Friday, August 22, 2014

The story of my life..

Hope.
Like.
Rejection.
Pain.
Tears.
Hurt.
Anger.
Stupid.
Predictable.

I don't know how to be something you.. Miss.
Want.
Need.

Saturday, May 31, 2014

Uncharted

I've pushed the idea away for so long that's it's strange to open myself up to it.

The other played games for so long,
I know the maze off by heart.

I'm over whelmed.
I didn't think I was able to feel this way again.
(For another)

Excited. Giddy. Nervous. Wanting more but forcing myself to be patient. Craving the attention but not wanting to risk it all just yet.

(I'm damaged...
I thought it was impossible.)

You sit here next to me and I feel my heart beating out of my chest.
I wonder if you can tell.
I wonder after all these years something in you can rekindle.
Bring back the way you felt about me so long ago.

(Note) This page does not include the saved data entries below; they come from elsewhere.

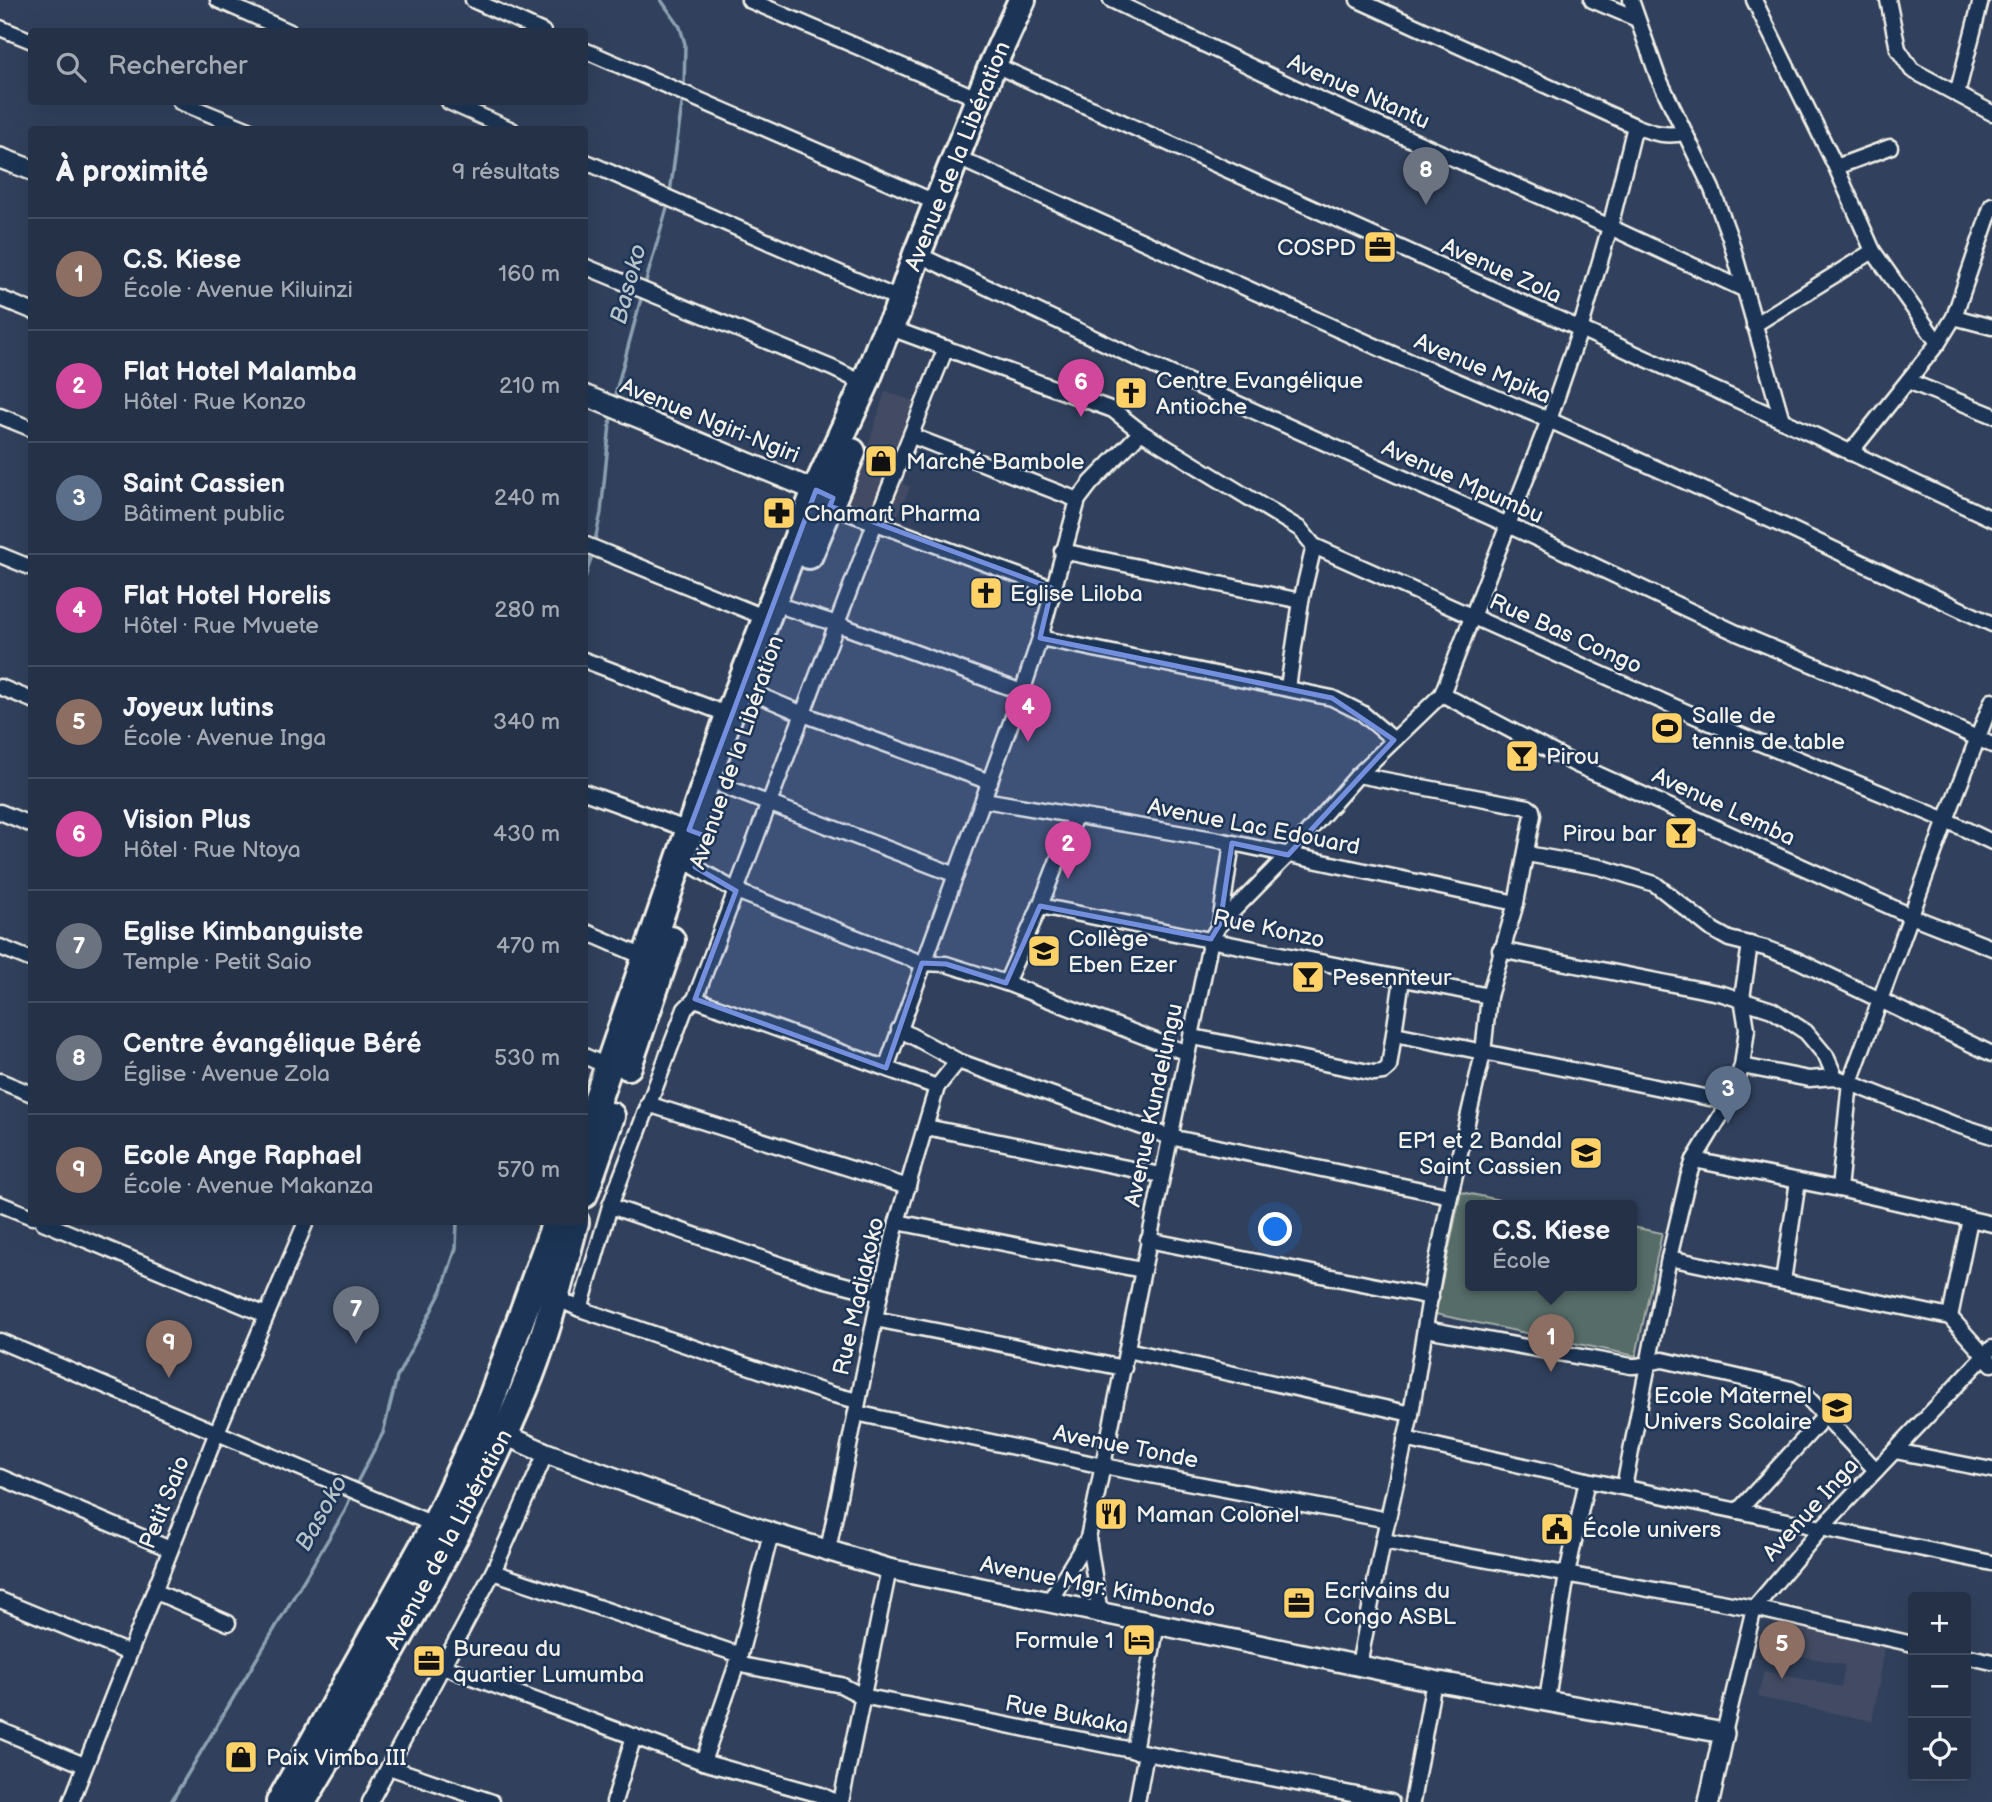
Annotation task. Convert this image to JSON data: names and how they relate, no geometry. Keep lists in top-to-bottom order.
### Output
{
  "streets": {
    "highway": ["Avenue de la Libération"],
    "street": [
      "Avenue Ntantu",
      "Avenue Zola",
      "Avenue Mpika",
      "Avenue Ngiri-Ngiri",
      "Avenue Mpumbu",
      "Rue Bas Congo",
      "Avenue Lemba",
      "Avenue Lac Edouard",
      "Rue Konzo",
      "Avenue Kundelungu",
      "Rue Madiakoko",
      "Avenue Tonde",
      "Petit Saio",
      "Avenue Inga",
      "Avenue Mgr. Kimbondo",
      "Rue Bukaka"
    ]
  },
  "crossings": [
    ["Avenue de la Libération", "Avenue Zola"],
    ["Avenue de la Libération", "Avenue Mpika"],
    ["Avenue de la Libération", "Avenue Ngiri-Ngiri"],
    ["Avenue de la Libération", "Avenue Mpumbu"],
    ["Avenue de la Libération", "Rue Bas Congo"],
    ["Avenue de la Libération", "Avenue Tonde"],
    ["Avenue de la Libération", "Avenue Mgr. Kimbondo"],
    ["Avenue Lemba", "Avenue Kundelungu"],
    ["Avenue Lac Edouard", "Avenue Kundelungu"],
    ["Rue Konzo", "Avenue Kundelungu"],
    ["Avenue Kundelungu", "Avenue Tonde"],
    ["Avenue Kundelungu", "Avenue Mgr. Kimbondo"],
    ["Rue Madiakoko", "Avenue Tonde"],
    ["Rue Madiakoko", "Avenue Mgr. Kimbondo"],
    ["Avenue Inga", "Avenue Mgr. Kimbondo"]
  ],
  "water": ["Basoko"],
  "places": {
    "office": ["COSPD", "Ecrivains du Congo ASBL", "Bureau du quartier Lumumba"],
    "church": ["Centre Evangélique Antioche", "Eglise Liloba"],
    "shop": ["Marché Bambole", "Paix Vimba III"],
    "pharmacy": ["Chamart Pharma"],
    "sports": ["Salle de tennis de table"],
    "bar": ["Pirou", "Pirou bar", "Pesennteur"],
    "school or university": ["Collège Eben Ezer", "EP1 et 2 Bandal Saint Cassien", "Ecole Maternel Univers Scolaire"],
    "restaurant": ["Maman Colonel"],
    "public building": ["École univers"],
    "hotel": ["Formule 1"]
  },
  "page": {
    "search": "Rechercher",
    "heading": ["À proximité", "9 résultats"],
    "pins": [
      "8",
      "6",
      "4",
      "2",
      "3",
      "7",
      "1",
      "9",
      "5"
    ],
    "list": [
      {
        "mark": "1",
        "name": "C.S. Kiese",
        "note": "École · Avenue Kiluinzi",
        "value": "160 m"
      },
      {
        "mark": "2",
        "name": "Flat Hotel Malamba",
        "note": "Hôtel · Rue Konzo",
        "value": "210 m"
      },
      {
        "mark": "3",
        "name": "Saint Cassien",
        "note": "Bâtiment public",
        "value": "240 m"
      },
      {
        "mark": "4",
        "name": "Flat Hotel Horelis",
        "note": "Hôtel · Rue Mvuete",
        "value": "280 m"
      },
      {
        "mark": "5",
        "name": "Joyeux lutins",
        "note": "École · Avenue Inga",
        "value": "340 m"
      },
      {
        "mark": "6",
        "name": "Vision Plus",
        "note": "Hôtel · Rue Ntoya",
        "value": "430 m"
      },
      {
        "mark": "7",
        "name": "Eglise Kimbanguiste",
        "note": "Temple · Petit Saio",
        "value": "470 m"
      },
      {
        "mark": "8",
        "name": "Centre évangélique Béré",
        "note": "Église · Avenue Zola",
        "value": "530 m"
      },
      {
        "mark": "9",
        "name": "Ecole Ange Raphael",
        "note": "École · Avenue Makanza",
        "value": "570 m"
      }
    ],
    "popup": ["C.S. Kiese", "École"],
    "map_buttons": ["+", "−"]
  }
}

Has my ship sailed. Am I too late again?
I kept my distance because of a bet.
A silly bet..
But maybe now the timing is right?

I want to collide with you.
Crash into your arms and have you hold me.
Feel nothing but warmth.
Hear nothing but your heart beat.

I wonder how long until I can.
If it will be a fate that belongs to us.
Or wither with time instead of bloom with the spring.
Questions filling my mind.
Listless with their twisted answers.

Soon I keep telling myself, soon.

Wednesday, April 16, 2014

seasons

the sky fades,
leaves fall.
the air changes.
a cool breeze caresses my face,
much like your finger tips.
my lips seek yours,
you are not here.
the darkness consumes me.
its feels like years.
we are older,
none the wiser.
the winter will find us again.
lost in the shadows.
beneath the covers,
seeking warmth.
awaiting another spring,
to be reborn.
new love from an old seed,
slow growth.
one day to shine bright like the stars,
on clear nights.
rising to summer days.
beside me.
hope.

Sunday, April 6, 2014

Oh Claude,
The ache.
The longing ache.
Consuming.
A love not returned.
You're a ghost that lingers.
Ripping into my flesh,
Through bone.
My heart.
The shape of your face,
It does that.
Your eyes see through me.
Invisible.
The sun sets.
We shared these water coloured skies,
Once.
Oh Claude.

Friday, March 21, 2014

memoirs of a nurse.

Tonight.
Not completely unlike other nights,
but enough to let it sink in far enough,
Was rough.
My work isn't glamorous, or sexy.
Nurses don't wear short white skirts.
Slink around the wards, chatting up doctors.
We are there when something goes wrong.
When you are sick and vomiting.
When you cant walk on your own.
When you feel completely helpless and hopeless.
When you cant shower yourself,
or toilet yourself.
When you cant breathe.
We assess and we react.
We get the doctors to you.
We get you reviewed and then,
then we put into practice your plan of treatment.
We assess your medication.
We know what each one does.
We educate you.
We encourage your independence.
We soothe you when you are suffering.
We are run off our feet yet still want to listen,
We want to help for those 8 hours,
when you are our responsibility.
We cant always fix it,
but we will make it as bearable as possible.
We try to make you laugh.
We hold your hand as you cry.
We are human too.

I was reminded of my humanity tonight.
one patient to remind me,
How my heart broke the day my grandfather passed away.
How I had to hold it together for everyone else.
I was a nurse.
It was expected of me,
to stay strong and answer questions.
Still is.
Do what I do for every family of a patient I care for.
I spent time with him in hospital during my placements,
my days off,
my work breaks.
I helped him to walk when he couldn't even stand.
I shaved his face when he wasn't able to.
I sat with him as he slept in hospital beds.
I went to appointments and relayed information the doctor told him,
in ways he could understand.
I assessed him every time to I saw him,
I was his advocate even when he didn't know who I was.
how I loved him and he loved me even when I seemed like a bully.
I was reminded tonight of him,
and how scared I am to grow old.
How much I miss my pappa.
How much I miss him calling me a name that wasn't even my name.
How I know he was so proud of me for being a nurse,
for being a Calvary nurse.
How comforting my nanna breaks me,
every time.
That no matter how much I become 'immune' or 'accustomed' to life and death.
I'm not.
I'm still human.
I still cry.
I still love.
and I still lose.

So I guess this post is a bit of.
I miss my pappa so much.
I love my job.
And screw those who think nurses are a joke!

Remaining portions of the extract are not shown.